Report: Samsung Foundry next with 20 percent price hike
Samsung Foundry is preparing to raise chip processing prices by 20 percent later this year, part of an industry-wide push that includes TSMC, according to reports.
The price rises are certainly in part to cover rising costs of chip making in terms of materials and equipment but it is also the case that there may be a last opportunity in this economic cycle to get customers paying because demand exceeds supply. While an undersupply situation has lasted for several quarters impacting multiple sectors in the consumer sector a recession is being predicted that could see demand collapse (see Semiconductor market heads for severe downturn says analyst).

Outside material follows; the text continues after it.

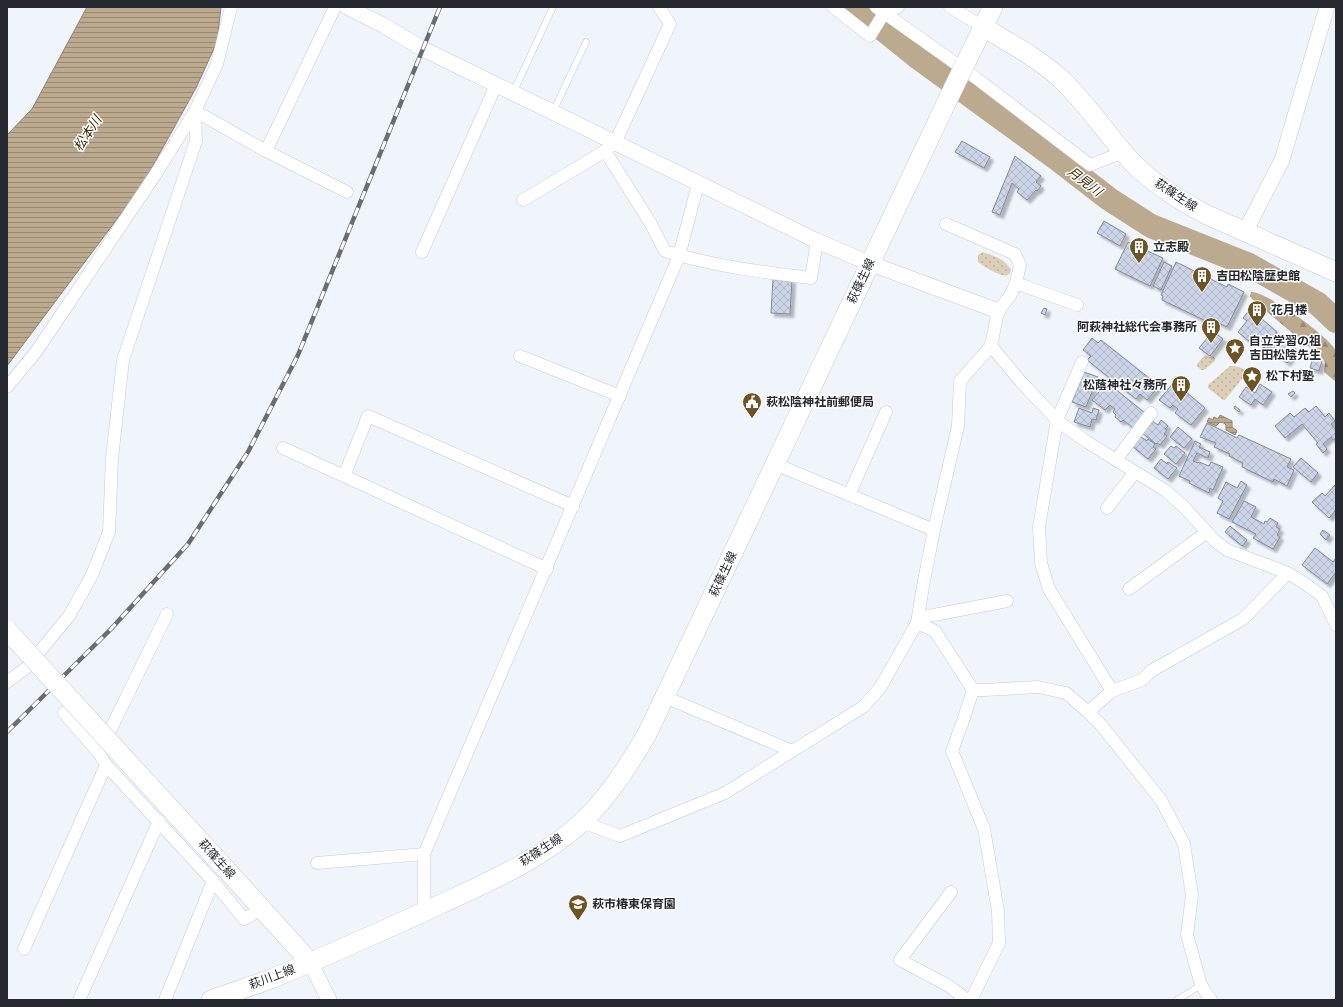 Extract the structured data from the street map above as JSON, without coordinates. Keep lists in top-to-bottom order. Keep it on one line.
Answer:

Samsung’s price rises could be as low as 15 percent at the leading-edge but closer to 20 percent for more mature nodes, Bloomberg said referencing unnamed sources. The price rises are being applied from 2H22.
The semiconductor industry is facing multiple threat factors including: the war in Ukraine, Covid lockdowns in China, rising interest rates, inflation and a possible global recession.
TSMC and UMC are also said to be advising of single-digit percentage price rises after price hikes at the end of 2021 (see TSMC to drive global inflation with 20% price rise). Foundry market leader TSMC plans to raise prices by between 5 and 8 percent from 2023, while UMC is planning a 4 percent rise in 2Q22, the report said.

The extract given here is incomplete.